**TASK TO CARRY OUT:**
Omit the pictures while printing every entry below exactly as given.

Stored data entries
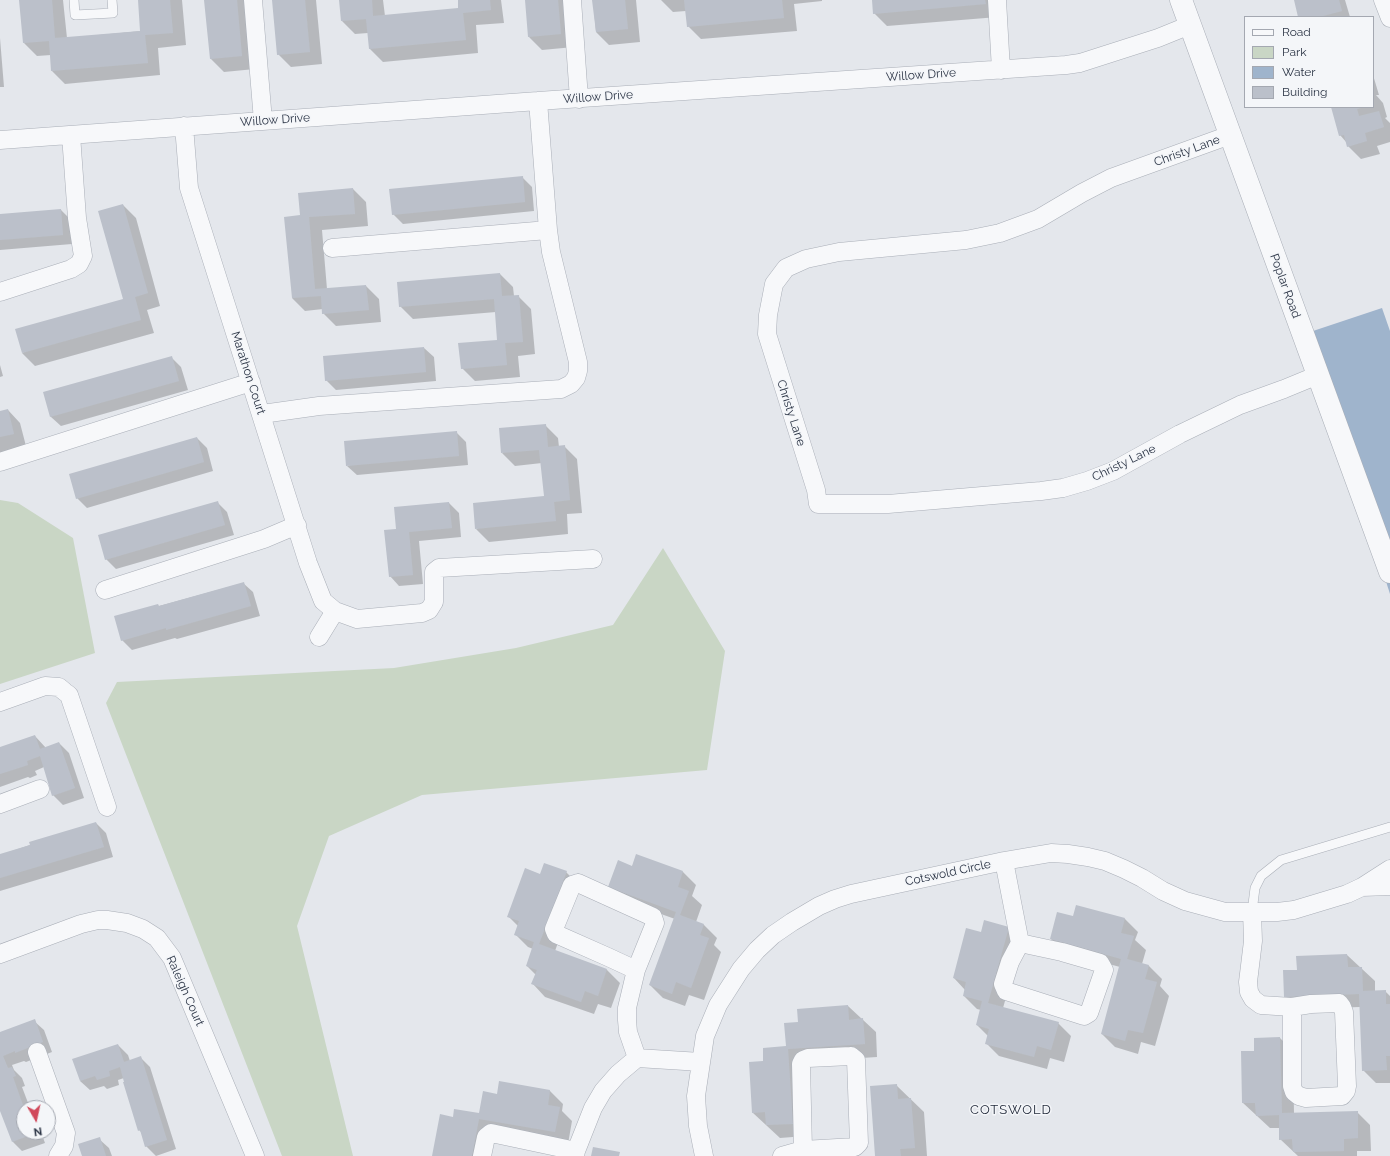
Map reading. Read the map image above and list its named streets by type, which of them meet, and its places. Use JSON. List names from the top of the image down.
{
  "streets": {
    "street": [
      "Willow Drive",
      "Christy Lane",
      "Poplar Road",
      "Marathon Court",
      "Cotswold Circle",
      "Raleigh Court"
    ]
  },
  "crossings": [
    ["Willow Drive", "Poplar Road"],
    ["Willow Drive", "Marathon Court"],
    ["Christy Lane", "Poplar Road"]
  ],
  "districts": ["COTSWOLD"],
  "legend": [
    "Road",
    "Park",
    "Water",
    "Building"
  ],
  "north": "bottom"
}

**ANSWER BELOW:**
Map reading. Read the map image above and list its named streets by type, which of them meet, and its places. Use JSON. List names from the top of the image down.
{
  "streets": {
    "street": [
      "Willow Drive",
      "Christy Lane",
      "Poplar Road",
      "Marathon Court",
      "Cotswold Circle",
      "Raleigh Court"
    ]
  },
  "crossings": [
    ["Willow Drive", "Poplar Road"],
    ["Willow Drive", "Marathon Court"],
    ["Christy Lane", "Poplar Road"]
  ],
  "districts": ["COTSWOLD"],
  "legend": [
    "Road",
    "Park",
    "Water",
    "Building"
  ],
  "north": "bottom"
}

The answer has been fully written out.